So it evens out. Call Phelps and Bolt the co-MVPs of these spectacular Olympics. Jamaica, incidentally, which dominated the Olympic spring events amongs both men and women, is one one-hundredth the population of the US.
Now, the US men’s basketball team achieved redemption over past failures by absolutely dominating the rest of the world. NBA’s stars like LA Lakers great Kobe Bryant and Dwayne Wade of the Miami Heat joined with other stars to play as a team and destroy every opponent they faced. The US women’s team also dominated. As did, after an opening misstep, a new generation US women’s soccer team.
There were many other great American performances.
But the rest of the world, especially China and Russia, is closer to America. Which actually reflects the emerging balance of power.
One other thought about the Olympics. NBC achieved the biggest ratings for its Olympics coverage in American history. (Uh, so much for all the inside baseball coverage of politics during the Games …) But, frankly, as much as I appreciated seeing it on my TV, I hated NBC’s coverage.
That is because I already knew what was happening. For the events most important to me, MANY HOURS IN ADVANCE.

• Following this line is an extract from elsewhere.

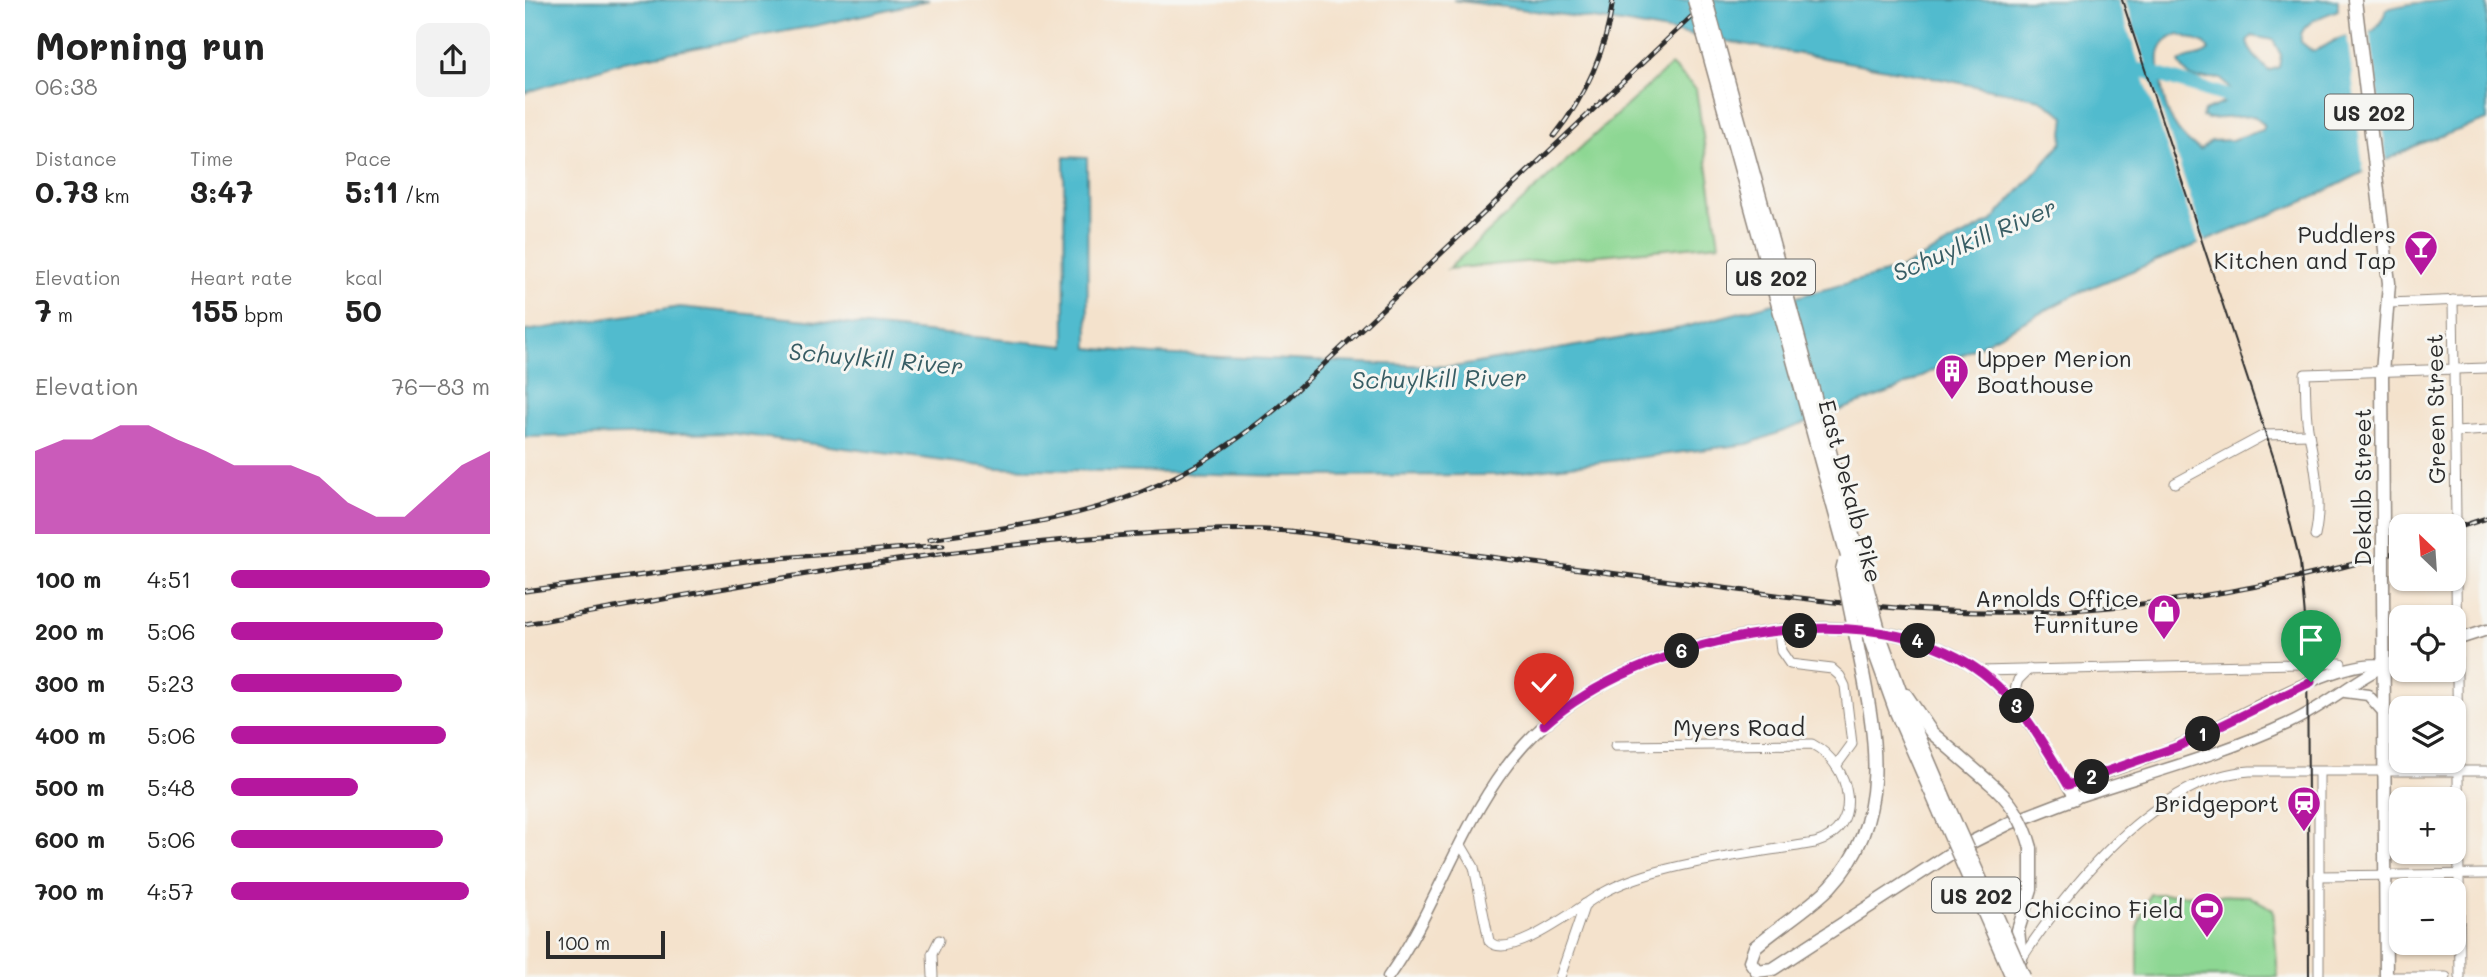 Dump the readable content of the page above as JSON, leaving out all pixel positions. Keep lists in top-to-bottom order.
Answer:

I knew about Usain Bolt’s utterly spectacular world record performances in the 100-meter dash (he broke his own record despite celebrating 15 meters before the finish), 200-meter dash (breaking Michael Johnson’s record which many thought would last till 2040), and 4 x 100-meter relay (shattering America’s record which many thought would last another decade), 12 to 16 hours before NBC got around to airing them.
In the cyber age, this is preposterous and unconscionable coverage. Equally preposterous and unconscionable is NBC’s practice of knocking down all full-motion video depiction of these amazing events.
ESPN is talking about showing these events live in 2012 with the London Olympics. Let’s hope they get the chance to take Olympics coverage out of the 1960s.
** SUNDAY — WHERE THEY ARE TODAY.
Barack Obama is in Wisconsin. He visited a Lutheran church and is holding a barbeque in Eau Claire. Obama is hitting key Midwest and Mountain West states heading into his Thursday acceptance of the Democratic presidential nomination in Denver.
John McCain is off the campaign trail. His campaign has another attack ad out on the Obama veep pick, this one charging that Hillary Clinton was left off the ticket because she spoke the truth. Unclear where it’s airing on a paid basis.
The Dark Knight is clearly the movie of the year.
DARK KNIGHT AMERICA *
A lot of chatter about veeps, much more focus on the Olympics. There’s one thing we do know about where America is now.
When America is in a dark mood, Batman pictures do well. America is in a very dark mood. As we note pretty much every day on my New West Notes.
The presidential candidates are trying to punch through the Olympics, and a deep summer malaise, prior to their back-to-back national convention infomercials.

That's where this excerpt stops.